→ Problem description:
Examine each line of the data, and copy the ones containing "Share".

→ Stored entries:
--- START ---

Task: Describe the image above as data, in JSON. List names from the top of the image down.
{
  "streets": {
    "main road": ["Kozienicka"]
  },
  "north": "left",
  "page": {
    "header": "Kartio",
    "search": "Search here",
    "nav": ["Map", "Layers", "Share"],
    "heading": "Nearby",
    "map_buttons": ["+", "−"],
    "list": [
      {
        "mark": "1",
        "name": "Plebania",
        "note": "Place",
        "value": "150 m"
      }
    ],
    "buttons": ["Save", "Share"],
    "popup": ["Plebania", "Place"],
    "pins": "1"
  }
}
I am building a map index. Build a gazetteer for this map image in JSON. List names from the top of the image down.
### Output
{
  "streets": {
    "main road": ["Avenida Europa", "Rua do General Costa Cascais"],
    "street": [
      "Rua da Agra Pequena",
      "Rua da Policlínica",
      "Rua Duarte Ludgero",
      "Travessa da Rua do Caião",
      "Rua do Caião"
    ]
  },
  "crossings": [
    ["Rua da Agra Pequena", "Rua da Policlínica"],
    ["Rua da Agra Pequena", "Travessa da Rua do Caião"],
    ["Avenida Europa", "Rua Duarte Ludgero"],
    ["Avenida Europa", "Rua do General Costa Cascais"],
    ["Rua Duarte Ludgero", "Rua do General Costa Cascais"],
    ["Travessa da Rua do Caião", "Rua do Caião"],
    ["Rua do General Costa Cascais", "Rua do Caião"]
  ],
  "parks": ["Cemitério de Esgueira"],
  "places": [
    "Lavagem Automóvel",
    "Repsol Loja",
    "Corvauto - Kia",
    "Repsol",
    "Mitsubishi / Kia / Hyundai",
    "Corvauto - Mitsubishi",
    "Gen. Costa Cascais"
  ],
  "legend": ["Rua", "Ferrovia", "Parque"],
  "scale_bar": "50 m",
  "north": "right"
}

--- END ---

→ Written answer:
    "nav": ["Map", "Layers", "Share"],
    "buttons": ["Save", "Share"],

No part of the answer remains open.